Meeting at 14:00 (Project time).

Participants

Meeting Notes

As we discussed, I think our next step is to write a design sketch for the variety of QA systems that we have discussed.

I suggest that we split into small groups to do this. Each group is responsible for coming up with a few pages capturing as much detail as it can about the areas of the system identified. Try to form a coherent narrative, so that the material is readable, but be as inclusive as possible — where you can be specific about the design that's great, but also make suggestions and raise questions for discussion in the group. It would be useful also to identify where we already have tools that address the topic under discussion, and to identify gaps where new tools need to be added.

I'm listing three categories below with a request of who should work on them.
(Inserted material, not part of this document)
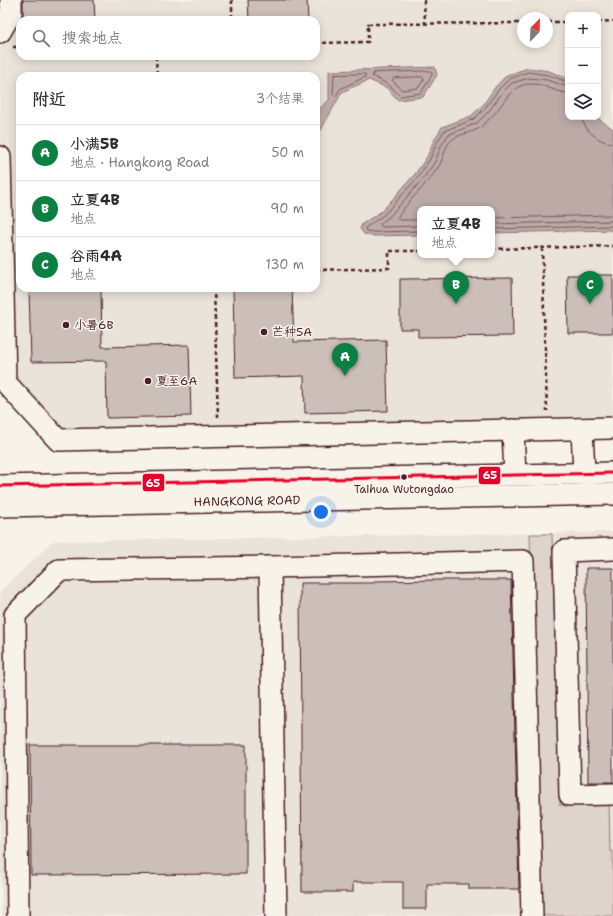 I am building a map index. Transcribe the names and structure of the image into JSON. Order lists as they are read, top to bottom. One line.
{"streets":{"street":["HANGKONG ROAD"]},"places":["小暑6B","芒种5A","夏至6A","Taihua Wutongdao"],"lines":["transit line 65"],"north":"top right","page":{"map_buttons":["+","−"],"search":"搜索地点","heading":["附近","3个结果"],"list":[{"mark":"A","name":"小满5B","note":"地点 · Hangkong Road","value":"50 m"},{"mark":"B","name":"立夏4B","note":"地点","value":"90 m"},{"mark":"C","name":"谷雨4A","note":"地点","value":"130 m"}],"popup":["立夏4B","地点"],"pins":["B","C","A"]}} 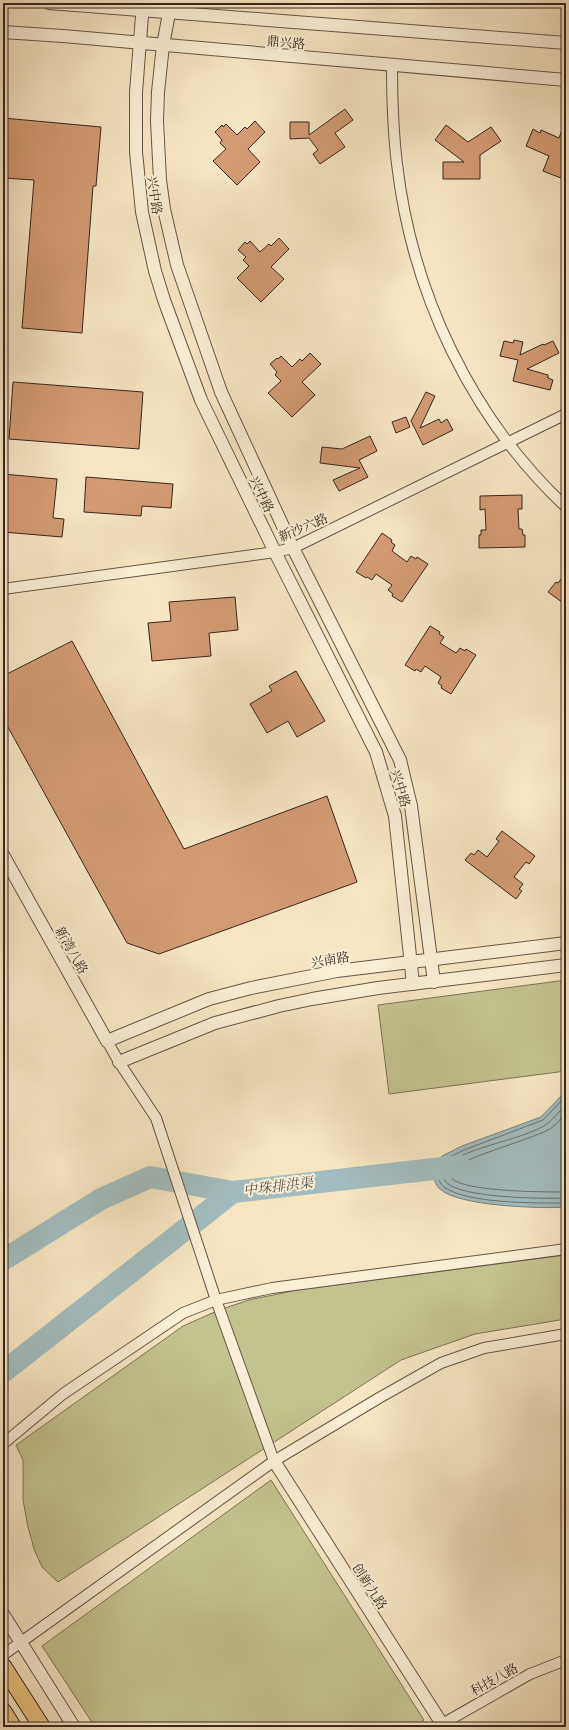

I expect there to be some overlap between them (in particular, I'm guessing the drill-down group will ultimately drill down to a lot of overlap with pipeline debugging), but that's — we'll resolve overlaps when we meet as a group.

I've tried to provide guidance about what each subject area covers, but again, be inclusive don't limit yourself to my suggestions here.

I've made a Confluence page for each group to collect their notes. As we discussed earlier, it might make more sense to work on some of this material when Tim visits Tucson next week, but let's do what we can to get started over the next few days so we can discuss progress and how useful an exercise this is when we meet next Wednesday.

Drill down

This will cover everything needed to go from high level aggregated metrics (e.g. as displayed by SQuaSH) to an interactive environment (e.g. like qa_explorer). It should cover:

The types of metrics which should be extracted from running pipelines (e.g. scalars, vectors, spatially binned quantities, etc);
How those metrics are displayed on a dashboard (e.g. is the timeseries-per-metric view shown by SQuaSH adequate, or do we also need other types of plotting, all sky views, etc?);
How the user would drill-down from these aggregated metrics to find the source of the problem (e.g. how far do they click about in a dashboard, vs. getting dumped into a Jupyter notebook with some preselected data?);
Assuming the user ends up in an interactive environment, what are its capabilities?
What can we learn from the above about the data products that the pipelines need to persist (both in terms of metrics that are posted to SQuaSH, and regular pipeline outputs, Parquet tables, HDF5 files, etc)?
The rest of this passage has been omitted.